Dum question but: Why is it not the same?
Very good question, actually, given that it has led to problems in the parapsychology research field.
Short answer for now, because I have a class to get to:
Flipping 10 coins, you expect 5 H, 5 T. But, with only 10 coins, 6, 7, or 8 H is not that rare at all, and 9 or 10, although rare, certainly something you might find if you spent just one day flipping coins.
Flipping 100 coins, you expect 50 H...but it is much more difficult to get the same
percentage of H as in the smaller sample. 60H you might find, but 70 is already very rare, 80 you probably won't find in several days' attempts at flipping 100 coins in a row. 90 or 100 could take you weeks. (Basically, with just 10 flips, you only need to be off by 4 from
a priori probability in order to get 90%; if you flip 100, you need to be off by 40 flips to get the same percentage. A much more difficult task.)

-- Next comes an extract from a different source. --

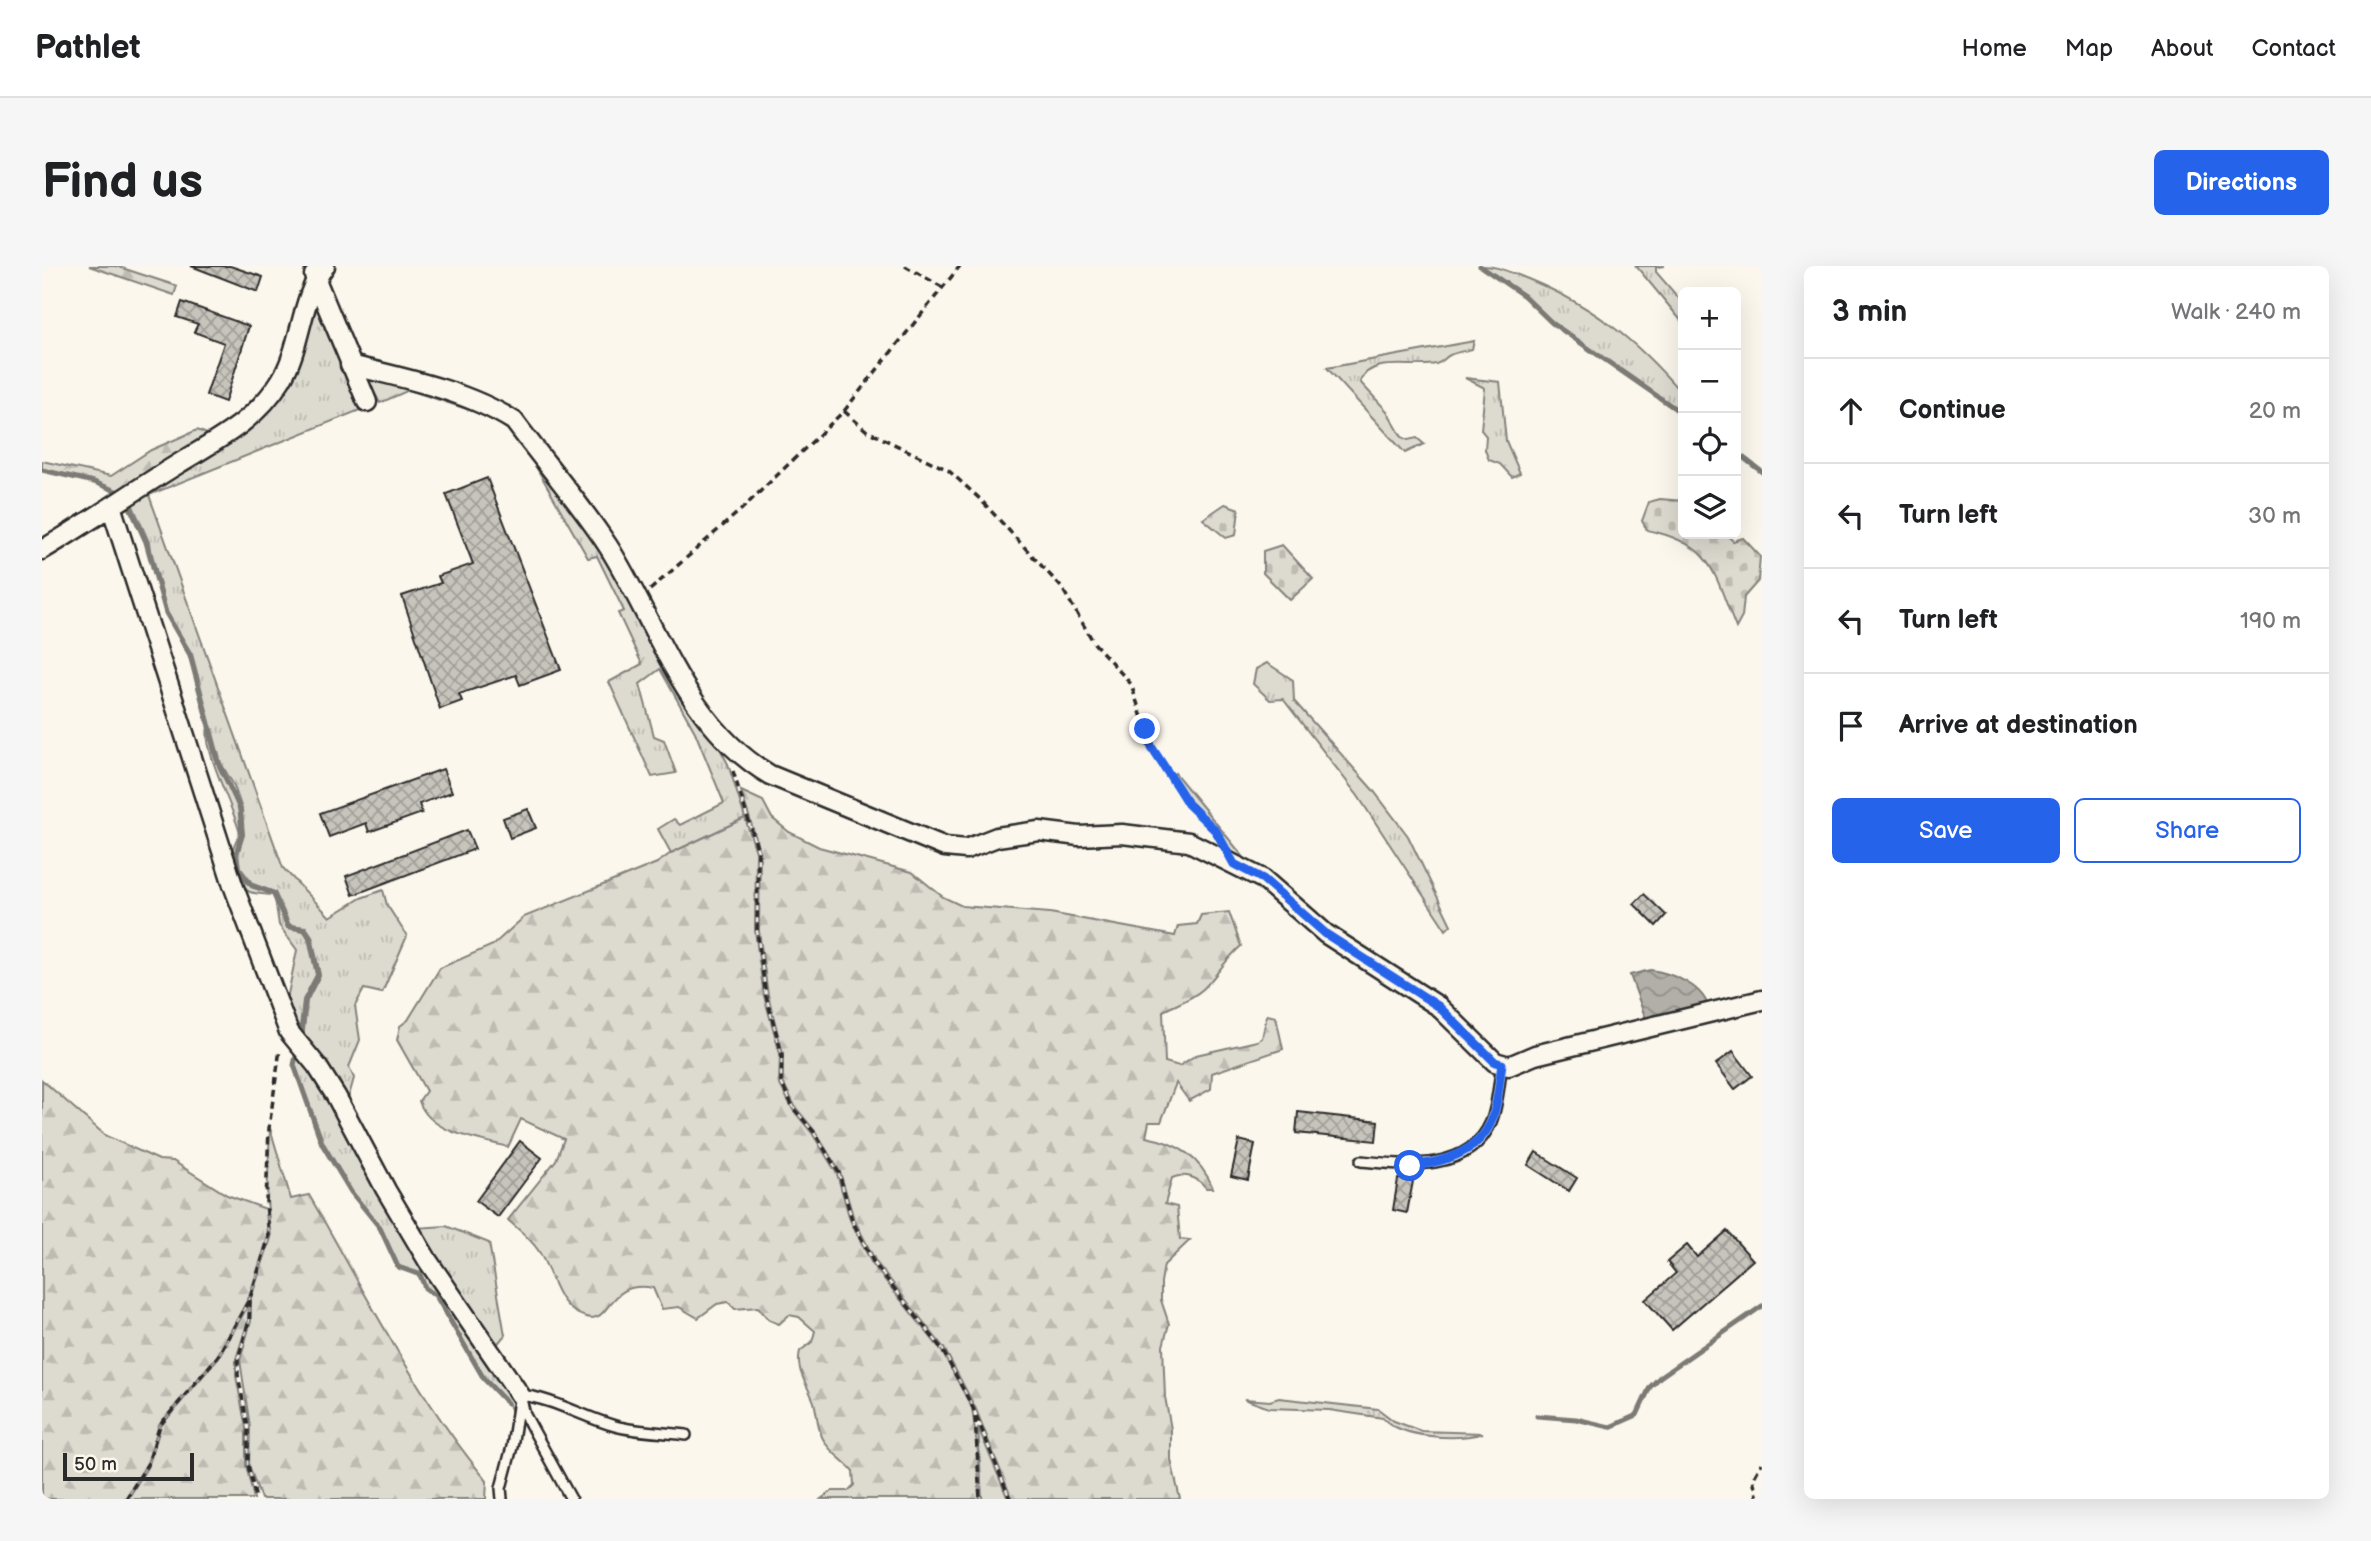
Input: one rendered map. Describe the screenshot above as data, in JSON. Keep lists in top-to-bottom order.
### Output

The same discrepancy exists between any 2 sample sizes. If we are trying to demonstrate our ability based on flipping 100 coins, we cannot compare our result simply to .5, or even to the distribution arrived at by flipping 1000 coins a sufficient number of times to generate an empirical sampling distribution (or by mathematically deriving the same sampling distribution, using s/rootN). Rhine's lab originally allowed subjects to end trials when they chose; by always ending after a run of successes, the accumulated data could (if compared to the large-N null probability of the accumulated scores) achieve statistical significance.
Bottom line--compare small runs to small runs, large runs to large runs. A bunch of small runs put together must be compared to the more varied distribution that is appropriate.